*WORK TO COMPLETE*
Show the lines below that contain the string "Summarize".
##### WORKING DATA #####
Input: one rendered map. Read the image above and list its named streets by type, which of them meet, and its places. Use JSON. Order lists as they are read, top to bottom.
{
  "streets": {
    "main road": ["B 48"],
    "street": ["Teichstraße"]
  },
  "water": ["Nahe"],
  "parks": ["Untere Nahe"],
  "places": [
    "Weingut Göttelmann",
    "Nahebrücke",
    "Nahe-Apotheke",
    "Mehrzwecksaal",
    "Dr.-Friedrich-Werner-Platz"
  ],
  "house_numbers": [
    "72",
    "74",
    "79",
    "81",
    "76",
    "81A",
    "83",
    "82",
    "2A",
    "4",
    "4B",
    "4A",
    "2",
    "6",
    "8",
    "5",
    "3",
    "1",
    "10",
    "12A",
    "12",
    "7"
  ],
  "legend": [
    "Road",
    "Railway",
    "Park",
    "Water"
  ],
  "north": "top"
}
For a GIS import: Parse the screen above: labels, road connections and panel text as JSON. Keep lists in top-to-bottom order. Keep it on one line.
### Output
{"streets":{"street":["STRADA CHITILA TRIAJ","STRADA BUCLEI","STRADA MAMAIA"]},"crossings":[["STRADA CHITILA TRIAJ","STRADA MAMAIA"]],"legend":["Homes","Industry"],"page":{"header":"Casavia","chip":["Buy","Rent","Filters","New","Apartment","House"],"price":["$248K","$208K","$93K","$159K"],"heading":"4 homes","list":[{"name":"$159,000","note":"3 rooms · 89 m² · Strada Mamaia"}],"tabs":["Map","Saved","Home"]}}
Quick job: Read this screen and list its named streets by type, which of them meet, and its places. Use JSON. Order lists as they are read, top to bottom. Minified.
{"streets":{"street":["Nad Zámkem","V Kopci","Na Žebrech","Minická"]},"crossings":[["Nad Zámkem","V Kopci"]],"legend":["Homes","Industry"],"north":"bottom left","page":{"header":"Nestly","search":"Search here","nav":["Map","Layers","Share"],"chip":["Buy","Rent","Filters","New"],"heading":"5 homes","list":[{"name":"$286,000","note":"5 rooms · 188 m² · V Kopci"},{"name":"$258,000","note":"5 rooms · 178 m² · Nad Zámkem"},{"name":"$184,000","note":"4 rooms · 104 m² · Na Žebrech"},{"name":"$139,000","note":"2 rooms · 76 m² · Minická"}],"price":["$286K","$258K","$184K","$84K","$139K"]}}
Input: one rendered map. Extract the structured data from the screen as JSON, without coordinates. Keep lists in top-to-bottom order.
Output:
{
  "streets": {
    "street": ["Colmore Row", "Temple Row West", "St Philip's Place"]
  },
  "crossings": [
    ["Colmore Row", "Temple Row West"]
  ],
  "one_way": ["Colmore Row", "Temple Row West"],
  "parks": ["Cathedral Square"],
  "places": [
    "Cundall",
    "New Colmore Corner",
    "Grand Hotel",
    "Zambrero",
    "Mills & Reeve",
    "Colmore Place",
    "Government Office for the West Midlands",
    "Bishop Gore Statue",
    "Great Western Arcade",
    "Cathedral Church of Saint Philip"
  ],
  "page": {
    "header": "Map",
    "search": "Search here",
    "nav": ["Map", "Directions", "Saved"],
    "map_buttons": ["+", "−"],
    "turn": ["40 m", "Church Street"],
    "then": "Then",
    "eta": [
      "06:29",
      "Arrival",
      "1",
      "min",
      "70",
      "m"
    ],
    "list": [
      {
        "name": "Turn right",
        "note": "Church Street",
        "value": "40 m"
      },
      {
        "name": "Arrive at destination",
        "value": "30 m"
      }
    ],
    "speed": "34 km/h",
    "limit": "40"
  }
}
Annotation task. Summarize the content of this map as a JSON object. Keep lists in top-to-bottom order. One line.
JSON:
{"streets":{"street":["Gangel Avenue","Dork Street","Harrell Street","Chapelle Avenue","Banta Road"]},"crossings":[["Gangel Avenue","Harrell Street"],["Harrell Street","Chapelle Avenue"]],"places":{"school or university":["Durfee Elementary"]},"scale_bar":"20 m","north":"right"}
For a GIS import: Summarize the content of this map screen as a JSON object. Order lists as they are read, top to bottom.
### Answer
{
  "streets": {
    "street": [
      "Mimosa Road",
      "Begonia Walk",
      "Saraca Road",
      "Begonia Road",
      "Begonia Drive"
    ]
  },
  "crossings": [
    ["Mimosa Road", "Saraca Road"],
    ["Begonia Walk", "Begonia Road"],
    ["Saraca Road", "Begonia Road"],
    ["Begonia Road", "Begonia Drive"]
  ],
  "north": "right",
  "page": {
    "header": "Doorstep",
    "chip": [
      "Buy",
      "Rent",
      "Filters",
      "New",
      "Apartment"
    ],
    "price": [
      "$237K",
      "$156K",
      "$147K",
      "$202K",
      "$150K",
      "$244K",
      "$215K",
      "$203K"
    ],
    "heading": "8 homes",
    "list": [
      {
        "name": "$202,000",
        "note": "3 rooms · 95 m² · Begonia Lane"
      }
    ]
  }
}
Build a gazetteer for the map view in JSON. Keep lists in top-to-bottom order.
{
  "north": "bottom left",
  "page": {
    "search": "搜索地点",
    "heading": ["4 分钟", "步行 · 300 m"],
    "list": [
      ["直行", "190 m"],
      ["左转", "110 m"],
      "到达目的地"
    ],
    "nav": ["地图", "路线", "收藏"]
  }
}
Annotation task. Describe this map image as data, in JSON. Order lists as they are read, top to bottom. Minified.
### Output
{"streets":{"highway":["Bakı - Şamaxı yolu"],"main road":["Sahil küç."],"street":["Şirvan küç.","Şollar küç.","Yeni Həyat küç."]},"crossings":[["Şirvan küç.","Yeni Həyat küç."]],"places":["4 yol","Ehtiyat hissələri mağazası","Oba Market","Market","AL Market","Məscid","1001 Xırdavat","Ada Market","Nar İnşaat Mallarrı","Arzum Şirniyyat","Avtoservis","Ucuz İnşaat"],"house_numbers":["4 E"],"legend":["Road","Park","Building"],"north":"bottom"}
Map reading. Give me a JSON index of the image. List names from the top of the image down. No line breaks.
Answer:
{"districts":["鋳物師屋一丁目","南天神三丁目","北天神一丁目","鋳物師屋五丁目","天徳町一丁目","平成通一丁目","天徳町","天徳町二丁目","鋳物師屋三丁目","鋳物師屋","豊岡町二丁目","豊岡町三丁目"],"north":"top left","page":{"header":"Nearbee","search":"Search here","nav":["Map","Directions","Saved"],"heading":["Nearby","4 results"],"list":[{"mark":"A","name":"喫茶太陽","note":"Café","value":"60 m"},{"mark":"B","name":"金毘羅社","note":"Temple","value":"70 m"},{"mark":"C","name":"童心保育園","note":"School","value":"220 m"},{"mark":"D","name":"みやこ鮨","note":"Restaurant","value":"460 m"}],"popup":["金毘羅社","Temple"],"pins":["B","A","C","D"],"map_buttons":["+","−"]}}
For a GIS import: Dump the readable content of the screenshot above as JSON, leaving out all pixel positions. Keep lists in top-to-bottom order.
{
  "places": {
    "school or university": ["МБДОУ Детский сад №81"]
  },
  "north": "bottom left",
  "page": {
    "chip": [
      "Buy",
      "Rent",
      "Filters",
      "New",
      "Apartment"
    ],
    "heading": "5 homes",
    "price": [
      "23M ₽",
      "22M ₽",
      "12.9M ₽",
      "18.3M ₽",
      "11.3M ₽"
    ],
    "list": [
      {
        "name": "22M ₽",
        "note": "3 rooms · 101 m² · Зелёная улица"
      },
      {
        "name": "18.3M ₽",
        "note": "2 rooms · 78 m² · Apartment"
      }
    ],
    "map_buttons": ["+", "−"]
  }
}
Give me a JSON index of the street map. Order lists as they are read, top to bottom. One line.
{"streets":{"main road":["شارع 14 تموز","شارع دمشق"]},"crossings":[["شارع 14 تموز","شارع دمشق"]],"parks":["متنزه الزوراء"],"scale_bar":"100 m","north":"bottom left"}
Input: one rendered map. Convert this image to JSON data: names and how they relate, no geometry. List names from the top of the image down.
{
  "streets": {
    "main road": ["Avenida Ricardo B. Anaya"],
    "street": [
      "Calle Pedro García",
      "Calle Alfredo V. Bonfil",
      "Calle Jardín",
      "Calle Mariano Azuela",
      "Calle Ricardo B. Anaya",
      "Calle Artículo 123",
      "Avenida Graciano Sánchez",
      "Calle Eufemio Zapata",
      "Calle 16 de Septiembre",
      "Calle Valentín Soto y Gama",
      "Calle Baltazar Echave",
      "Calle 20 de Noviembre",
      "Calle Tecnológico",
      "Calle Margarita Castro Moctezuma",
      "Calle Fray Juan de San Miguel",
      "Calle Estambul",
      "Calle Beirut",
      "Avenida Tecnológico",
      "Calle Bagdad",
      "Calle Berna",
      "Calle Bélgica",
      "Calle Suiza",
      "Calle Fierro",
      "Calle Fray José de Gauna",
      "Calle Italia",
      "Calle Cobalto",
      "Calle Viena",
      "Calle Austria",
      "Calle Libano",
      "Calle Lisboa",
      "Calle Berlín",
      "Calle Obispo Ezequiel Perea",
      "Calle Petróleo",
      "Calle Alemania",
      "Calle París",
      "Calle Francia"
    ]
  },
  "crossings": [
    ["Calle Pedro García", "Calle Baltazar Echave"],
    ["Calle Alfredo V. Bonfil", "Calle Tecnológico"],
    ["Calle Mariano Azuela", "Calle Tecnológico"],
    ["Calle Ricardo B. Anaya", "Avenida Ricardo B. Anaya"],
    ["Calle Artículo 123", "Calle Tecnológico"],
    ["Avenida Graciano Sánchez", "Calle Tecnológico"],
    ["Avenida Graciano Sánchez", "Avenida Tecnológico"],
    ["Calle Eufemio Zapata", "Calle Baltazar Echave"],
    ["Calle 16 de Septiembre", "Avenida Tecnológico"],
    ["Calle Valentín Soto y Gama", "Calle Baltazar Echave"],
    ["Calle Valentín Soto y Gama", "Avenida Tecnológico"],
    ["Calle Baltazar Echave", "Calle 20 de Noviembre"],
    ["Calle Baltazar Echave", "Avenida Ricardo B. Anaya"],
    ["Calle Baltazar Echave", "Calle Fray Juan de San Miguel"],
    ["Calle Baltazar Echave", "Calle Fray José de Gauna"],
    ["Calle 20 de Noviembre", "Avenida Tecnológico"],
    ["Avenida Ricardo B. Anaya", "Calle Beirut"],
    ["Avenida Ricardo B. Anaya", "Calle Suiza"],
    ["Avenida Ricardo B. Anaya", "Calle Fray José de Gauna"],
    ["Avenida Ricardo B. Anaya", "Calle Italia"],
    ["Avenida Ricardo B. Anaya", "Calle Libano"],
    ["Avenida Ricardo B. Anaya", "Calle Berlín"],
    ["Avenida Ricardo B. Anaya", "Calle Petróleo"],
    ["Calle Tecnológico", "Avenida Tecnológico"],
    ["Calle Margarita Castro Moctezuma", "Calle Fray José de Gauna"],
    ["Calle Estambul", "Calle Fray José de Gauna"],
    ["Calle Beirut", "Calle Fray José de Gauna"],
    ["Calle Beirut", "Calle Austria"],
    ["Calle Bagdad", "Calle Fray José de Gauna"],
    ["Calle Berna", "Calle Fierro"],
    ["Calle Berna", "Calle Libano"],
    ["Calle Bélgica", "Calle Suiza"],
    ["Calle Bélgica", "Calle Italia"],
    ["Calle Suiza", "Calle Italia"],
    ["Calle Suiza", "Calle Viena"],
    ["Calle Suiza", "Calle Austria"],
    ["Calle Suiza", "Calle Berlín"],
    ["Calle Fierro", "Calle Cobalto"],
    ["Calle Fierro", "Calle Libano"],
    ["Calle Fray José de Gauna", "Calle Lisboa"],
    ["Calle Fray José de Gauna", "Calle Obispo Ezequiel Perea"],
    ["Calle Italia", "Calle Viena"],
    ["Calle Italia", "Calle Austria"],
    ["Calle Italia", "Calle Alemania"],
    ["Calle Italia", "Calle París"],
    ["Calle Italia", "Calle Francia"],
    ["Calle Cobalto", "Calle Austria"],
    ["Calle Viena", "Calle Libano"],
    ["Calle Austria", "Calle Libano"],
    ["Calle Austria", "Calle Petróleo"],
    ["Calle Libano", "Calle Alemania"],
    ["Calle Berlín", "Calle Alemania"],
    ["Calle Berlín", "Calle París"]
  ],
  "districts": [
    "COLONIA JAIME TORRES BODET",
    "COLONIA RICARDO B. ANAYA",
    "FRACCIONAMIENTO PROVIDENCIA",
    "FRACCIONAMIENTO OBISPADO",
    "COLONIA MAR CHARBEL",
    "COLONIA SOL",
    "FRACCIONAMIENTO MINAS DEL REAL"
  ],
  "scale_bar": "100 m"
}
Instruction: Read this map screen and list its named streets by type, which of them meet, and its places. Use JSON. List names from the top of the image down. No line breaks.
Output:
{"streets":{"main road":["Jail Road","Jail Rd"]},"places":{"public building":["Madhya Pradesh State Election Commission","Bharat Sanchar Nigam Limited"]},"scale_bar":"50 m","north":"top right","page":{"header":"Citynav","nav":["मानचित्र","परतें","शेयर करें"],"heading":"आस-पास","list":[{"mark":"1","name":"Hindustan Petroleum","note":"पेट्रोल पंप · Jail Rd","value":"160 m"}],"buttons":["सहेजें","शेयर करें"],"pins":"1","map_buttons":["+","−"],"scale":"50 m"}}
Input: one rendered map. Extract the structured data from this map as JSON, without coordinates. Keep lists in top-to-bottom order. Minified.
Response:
#####
*WRITTEN RESPONSE*
Annotation task. Summarize the content of this map as a JSON object. Keep lists in top-to-bottom order. One line.
For a GIS import: Summarize the content of this map screen as a JSON object. Order lists as they are read, top to bottom.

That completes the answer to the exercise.